Le combiné, lui, fonctionne en trains complets sur des axes à fort débit. La massification réduit le coût unitaire et simplifie l’exploitation. C’est ce qui explique que la part du transport combiné dans le fret ferroviaire total soit passée de moins d’un quart au début des années 2010 à plus de 40 % en 2022, puis ait continué de croître depuis.
Part modale du fret ferroviaire en France : un recul structurel difficile à inverser
Le volume global de marchandises transportées par train tourne autour de 35 milliards de tonnes-kilomètres par an depuis 2010, contre plus de 50 milliards au début des années 2000. La part du rail dans le transport de marchandises reste proche de 10 %, loin derrière la route.
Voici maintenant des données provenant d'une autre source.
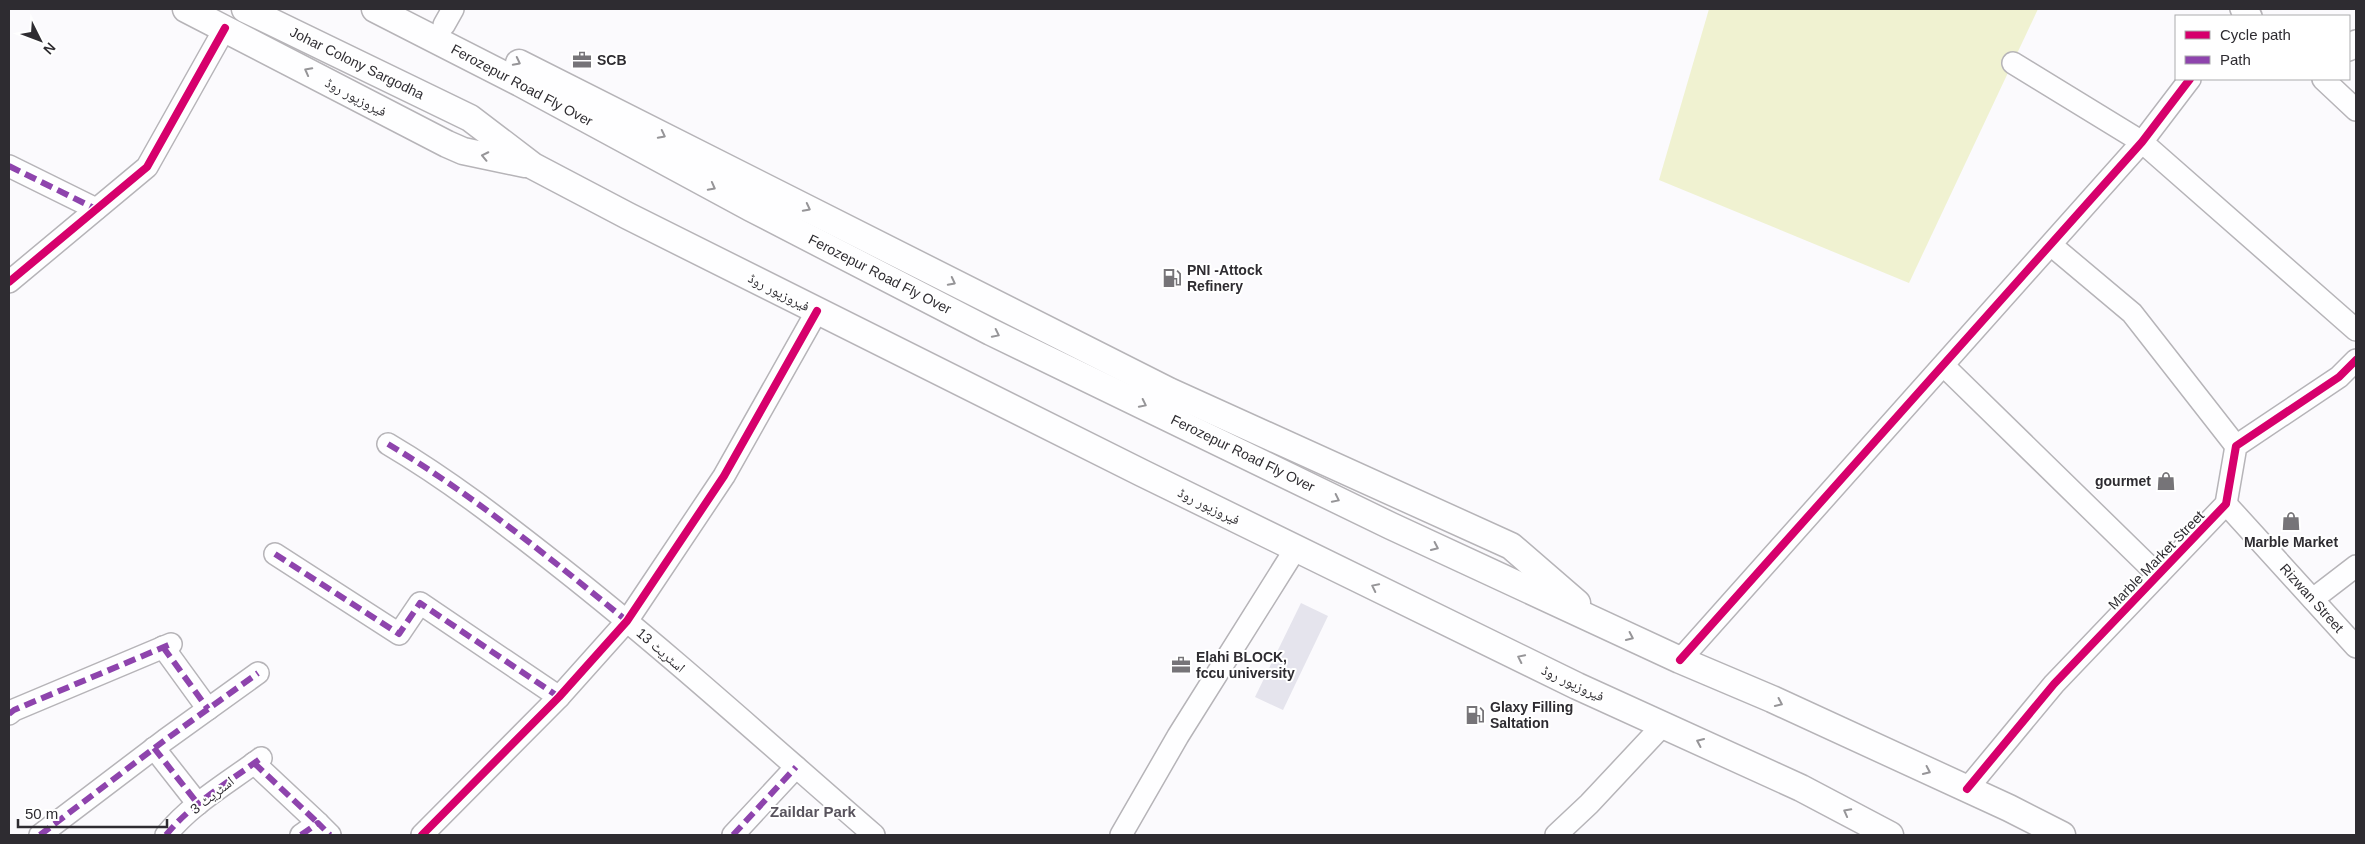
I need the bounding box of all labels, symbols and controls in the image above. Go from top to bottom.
north arrow [15,15,65,65]
legend [2175,15,2350,80]
street label: Johar Colony Sargodha [287,24,427,103]
text: Cycle path [2220,26,2291,43]
text: N [40,40,59,58]
street label: Ferozepur Road Fly Over [449,41,596,129]
office icon: SCB [571,49,593,71]
text: Path [2220,51,2251,68]
place label: SCB [597,52,627,68]
one-way arrow [512,56,521,66]
one-way arrow [304,67,313,77]
street label: فیروزپور روڈ [322,74,389,121]
one-way arrow [657,129,666,139]
one-way arrow [481,151,490,161]
one-way arrow [707,181,716,191]
one-way arrow [802,202,811,212]
street label: Ferozepur Road Fly Over [806,231,954,317]
place label: PNI -Attock Refinery [1187,262,1263,294]
fuel station icon: PNI -Attock Refinery [1161,267,1183,289]
street label: فیروزپور روڈ [745,270,813,315]
one-way arrow [947,276,956,286]
one-way arrow [991,328,1000,338]
one-way arrow [1138,398,1147,409]
street label: Ferozepur Road Fly Over [1169,411,1318,495]
shop icon: gourmet [2155,470,2177,492]
place label: gourmet [2095,473,2151,489]
street label: فیروزپور روڈ [1175,484,1243,529]
one-way arrow [1331,493,1340,503]
street label: Marble Market Street [2105,507,2207,613]
shop icon: Marble Market [2280,510,2302,532]
place label: Marble Market [2244,534,2338,550]
one-way arrow [1430,540,1439,550]
street label: Rizwan Street [2277,560,2347,636]
one-way arrow [1372,583,1381,593]
street label: اسٹریٹ 13 [633,625,688,676]
one-way arrow [1625,631,1634,642]
place label: Elahi BLOCK, fccu university [1196,649,1295,681]
office icon: Elahi BLOCK, fccu university [1170,654,1192,676]
one-way arrow [1517,654,1526,665]
street label: فیروزپور روڈ [1539,662,1607,705]
one-way arrow [1774,696,1783,707]
place label: Glaxy Filling Saltation [1490,699,1573,731]
fuel station icon: Glaxy Filling Saltation [1464,704,1486,726]
one-way arrow [1696,738,1705,748]
one-way arrow [1922,764,1931,775]
street label: اسٹریٹ 3 [187,773,238,818]
scale bar [18,796,166,828]
district label: Zaildar Park [770,803,857,820]
text: 50 m [25,805,58,822]
one-way arrow [1843,808,1852,818]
Plusieurs facteurs structurels expliquent ce décrochage :
- Le sous-investissement chronique dans le réseau ferroviaire (voies de service, triages, installations terminales) a réduit les capacités opérationnelles du fret
- La libéralisation engagée en 2005 n’a pas suffi à créer un marché dynamique, faute de conditions d’accès au réseau équitables entre fret et voyageurs
- La route offre une flexibilité que le rail ne peut pas égaler sur les flux diffus et les livraisons en juste-à-temps
L’État affiche un objectif de doublement de la part modale du fret ferroviaire, mais sans investissements massifs dans les infrastructures dédiées, cet objectif reste théorique. Les annonces politiques se succèdent, les budgets effectivement engagés progressent plus lentement.
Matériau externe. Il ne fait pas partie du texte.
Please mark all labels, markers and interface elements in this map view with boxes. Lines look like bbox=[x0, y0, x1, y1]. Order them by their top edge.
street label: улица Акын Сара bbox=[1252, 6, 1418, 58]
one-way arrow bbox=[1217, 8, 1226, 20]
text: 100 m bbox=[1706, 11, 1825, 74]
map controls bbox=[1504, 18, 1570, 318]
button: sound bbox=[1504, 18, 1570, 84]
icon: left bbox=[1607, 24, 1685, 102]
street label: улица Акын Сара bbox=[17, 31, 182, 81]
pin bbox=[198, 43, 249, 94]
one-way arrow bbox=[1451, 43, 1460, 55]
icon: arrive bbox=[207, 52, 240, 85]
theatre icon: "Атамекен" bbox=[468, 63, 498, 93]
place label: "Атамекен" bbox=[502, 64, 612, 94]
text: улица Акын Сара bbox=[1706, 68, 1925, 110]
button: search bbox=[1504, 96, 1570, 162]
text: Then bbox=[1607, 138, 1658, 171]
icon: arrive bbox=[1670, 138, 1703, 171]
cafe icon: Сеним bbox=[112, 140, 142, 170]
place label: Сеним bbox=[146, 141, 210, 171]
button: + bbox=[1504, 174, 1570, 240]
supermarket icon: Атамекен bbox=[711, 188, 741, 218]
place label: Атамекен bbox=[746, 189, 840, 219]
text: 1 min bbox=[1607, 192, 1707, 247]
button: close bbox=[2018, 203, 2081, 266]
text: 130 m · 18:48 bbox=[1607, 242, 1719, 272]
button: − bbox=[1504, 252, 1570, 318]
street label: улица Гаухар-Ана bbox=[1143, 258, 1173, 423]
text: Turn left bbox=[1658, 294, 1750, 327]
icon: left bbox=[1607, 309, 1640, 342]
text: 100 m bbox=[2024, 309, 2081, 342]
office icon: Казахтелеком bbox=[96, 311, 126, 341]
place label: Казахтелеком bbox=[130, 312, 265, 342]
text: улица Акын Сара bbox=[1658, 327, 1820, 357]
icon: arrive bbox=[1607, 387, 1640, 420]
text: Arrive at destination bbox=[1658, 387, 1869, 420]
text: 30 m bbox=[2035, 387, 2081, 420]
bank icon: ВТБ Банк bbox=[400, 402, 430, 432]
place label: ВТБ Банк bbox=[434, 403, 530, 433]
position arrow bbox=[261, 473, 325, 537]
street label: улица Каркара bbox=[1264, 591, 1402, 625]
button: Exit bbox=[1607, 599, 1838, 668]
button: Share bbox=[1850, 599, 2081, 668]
Le fret ferroviaire français n’est pas en voie de disparition. Le transport combiné progresse, de nouveaux opérateurs structurent leur offre, et la pression réglementaire sur la décarbonation des transports pousse certains chargeurs à reconsidérer le rail. La contrainte carbone pourrait devenir le levier que la seule logique économique n’a pas suffi à activer.